Les comparaisons sont souvent hâtives, notamment lorsqu’on associe – cela devient une habitude – « Watchmen » à tout ce qui peut être lu à travers le prisme d’un réalisme désabusé. Il convient là encore d’éviter cet écueil. Mise en scène par Mark Waid (« Kingdom Come », « Empire » avec Barry Kiston – ici présent comme cover guest…) et Peter Krause (« Captain Marvel », « Superman »), cette descente aux enfers s’avère des plus intéressantes. Articulé autour de scènes fortes, elles-mêmes amenées sous forme de souvenirs partagés, le scénario comporte des choix culottés, et dont on peut penser qu’ils auraient été retoqués par beaucoup d’éditeurs. Boom ! Studios, maison fondée par des anciens de chez Malibu Comics, a pris des risques tout en restant dans un registre acceptable. Côté réalisation graphique, la copie de Krause se prête complètement au sujet abordé : son style soutien, quand il le faut, la première vie « parfaite » du Plutonien, mais sait aussi commuter vers des traits plus durs, et un encrage plus sombre lorsque les événements l’imposent. Quant au le look dark du héros déchu, il est tout en « classitude ».

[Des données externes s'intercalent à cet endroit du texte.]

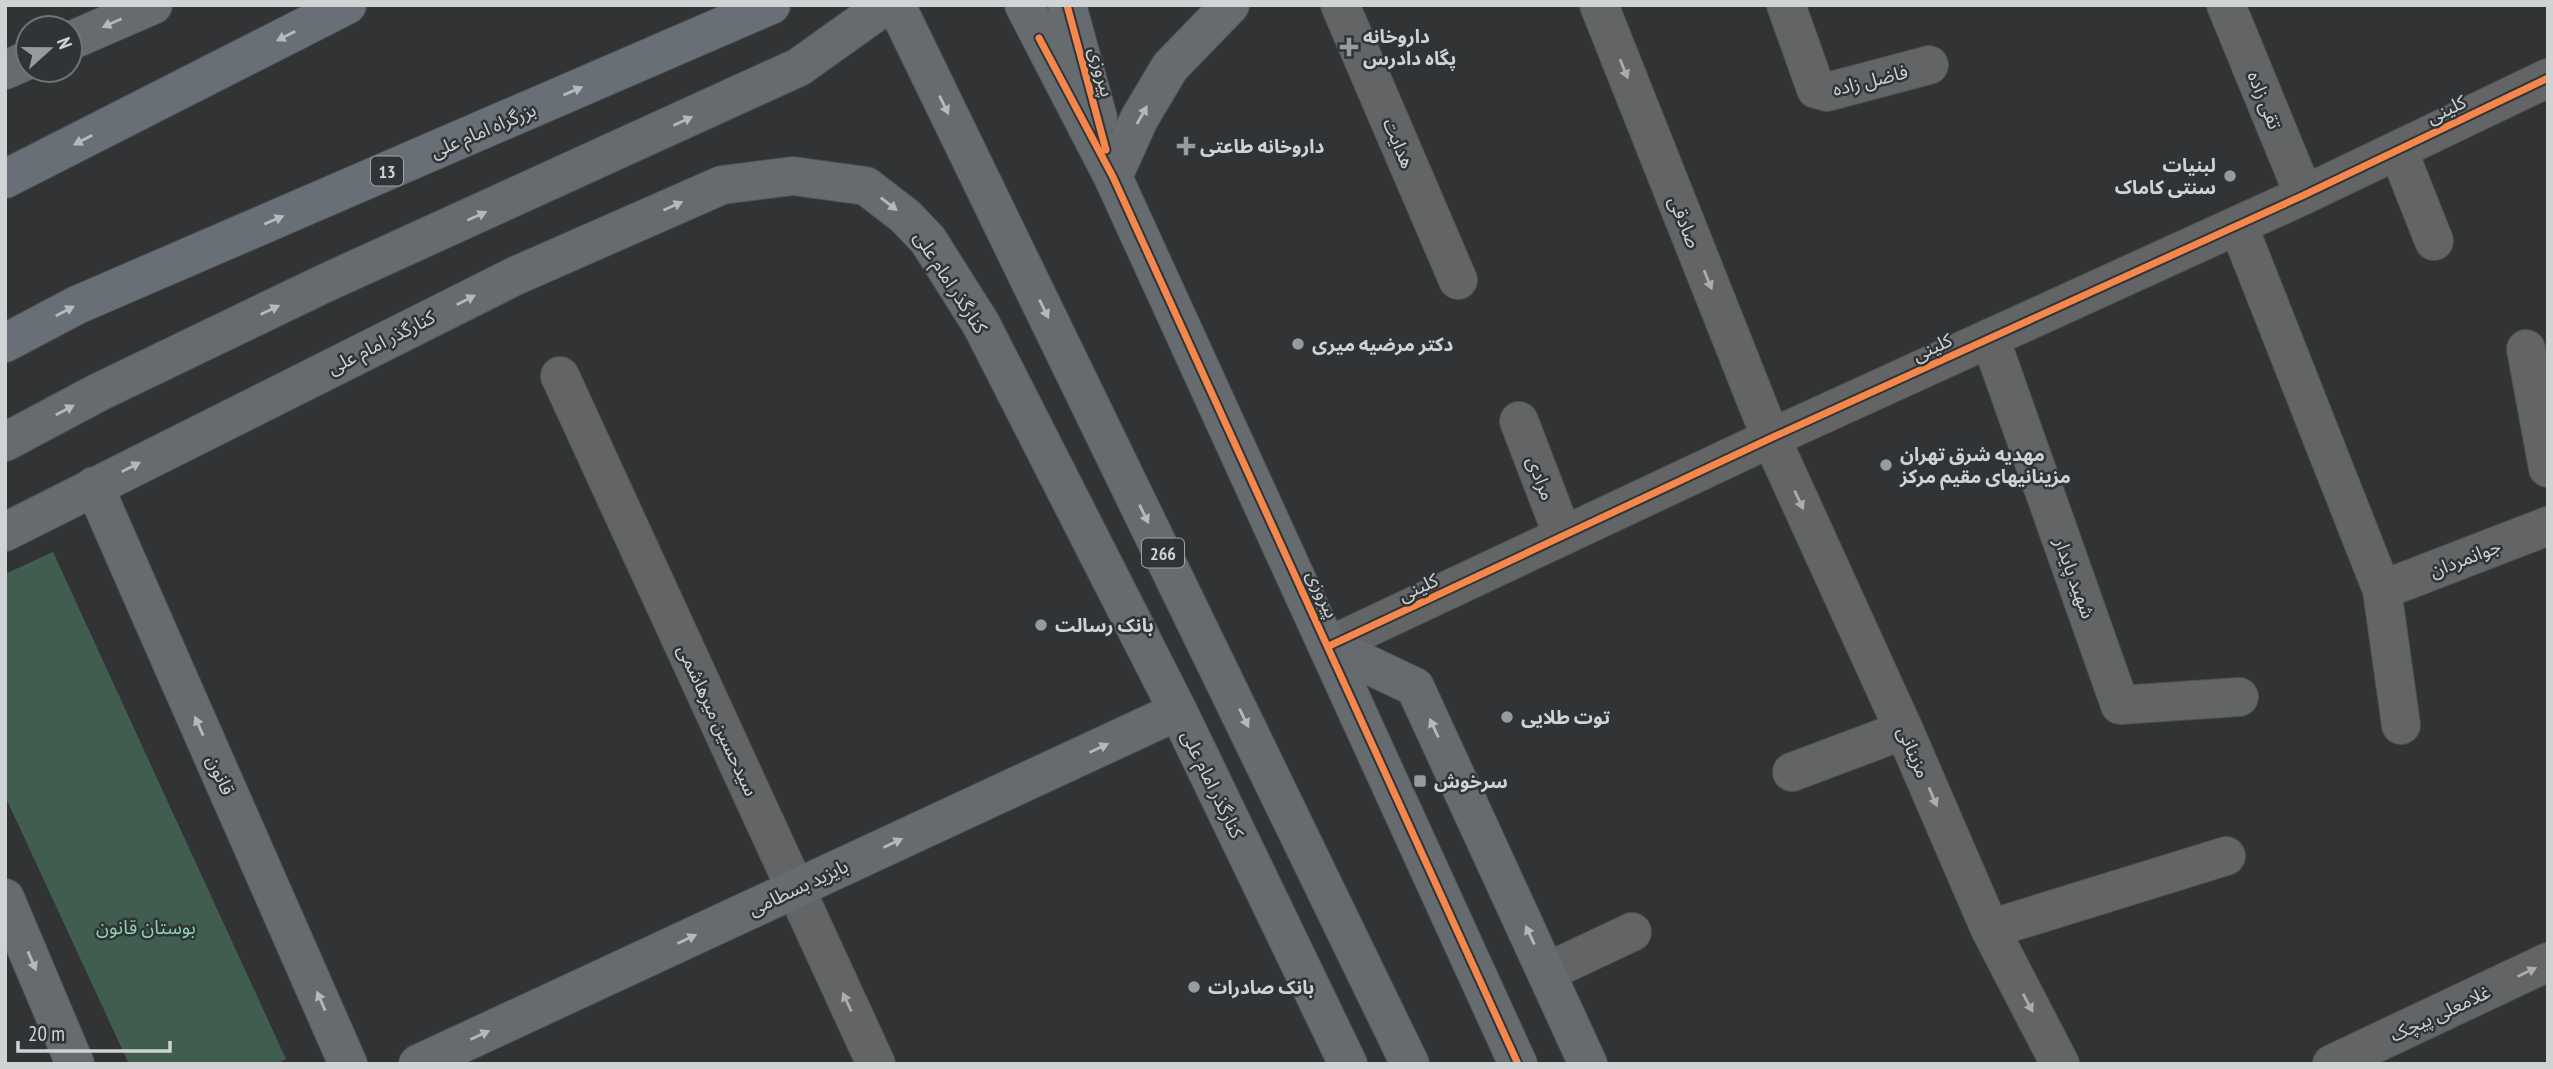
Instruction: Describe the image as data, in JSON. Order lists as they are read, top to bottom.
{
  "streets": {
    "highway": ["بزرگراه امام علی", "13"],
    "main road": [
      "پیروزی",
      "کنارگذر امام علی",
      "266",
      "قانون",
      "بایزید بسطامی"
    ],
    "street": [
      "فاضل زاده",
      "تقی زاده",
      "کلینی",
      "هدایت",
      "صادقی",
      "مرادی",
      "جوانمردان",
      "شهید پایدار",
      "سیدحسین میرهاشمی",
      "مزینانی",
      "غلامعلی پیچک"
    ]
  },
  "crossings": [
    ["پیروزی", "کلینی"],
    ["تقی زاده", "کلینی"],
    ["کلینی", "صادقی"],
    ["کلینی", "مرادی"],
    ["کلینی", "شهید پایدار"],
    ["کلینی", "مزینانی"],
    ["صادقی", "مزینانی"],
    ["کنارگذر امام علی", "قانون"],
    ["کنارگذر امام علی", "بایزید بسطامی"],
    ["سیدحسین میرهاشمی", "بایزید بسطامی"]
  ],
  "one_way": [
    "صادقی",
    "مزینانی",
    "قانون",
    "بایزید بسطامی",
    "غلامعلی پیچک"
  ],
  "parks": ["بوستان قانون"],
  "places": {
    "health": ["داروخانه پگاه دادرس", "داروخانه طاعتی"],
    "other": [
      "لبنیات سنتی کاماک",
      "دکتر مرضیه میری",
      "مهدیه شرق تهران مزینانیهای مقیم مرکز",
      "بانک رسالت",
      "توت طلایی",
      "بانک صادرات"
    ],
    "transit": ["سرخوش"]
  },
  "scale_bar": "20 m",
  "north": "right"
}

Cet « Irredeemable » répond incontestablement à l’air du temps. L’idée de transcendance et la foi ayant relativement décliné en Occident, les auteurs de comics contemporains aiment jouer avec ce constat en manipulant les icônes super-héroïques, en les plongeant dans la petite mesquinerie qui nous guette tous et qui peut engendrer de lourdes conséquences, super-pouvoirs ou non. Les « grands » aussi peuvent se louper, développer des instincts animaux, et pourquoi pas y trouver une forme de compensation à leur isolement psychologique. Ce choix scénaristique somme toute logique, s’inscrit dans la continuité des précédentes œuvres de Waid, et prolongent également un lien immatériel passant notamment par « Identity Crisis », et « Cla$$war » sur ces dernières années. L’analyse du « gris » est tellement plus difficile, mais aussi tellement plus fracassante…
On plonge donc dans ce TPB avec curiosité, et ce sans même avoir connu ces personnages au faîte de leur gloire, ce qui en assez peu de pages devient une prouesse ! Ces 6 épisodes intriguent, n’apportent certes pas toutes les réponses puisque d’autre tomes suivront, mais ils suffisent amplement pour qu’on ait envie de presser « fast forward » jusqu’à la parution de la suite. Comme lorsqu’on attendait entre deux saisons de « Lost »…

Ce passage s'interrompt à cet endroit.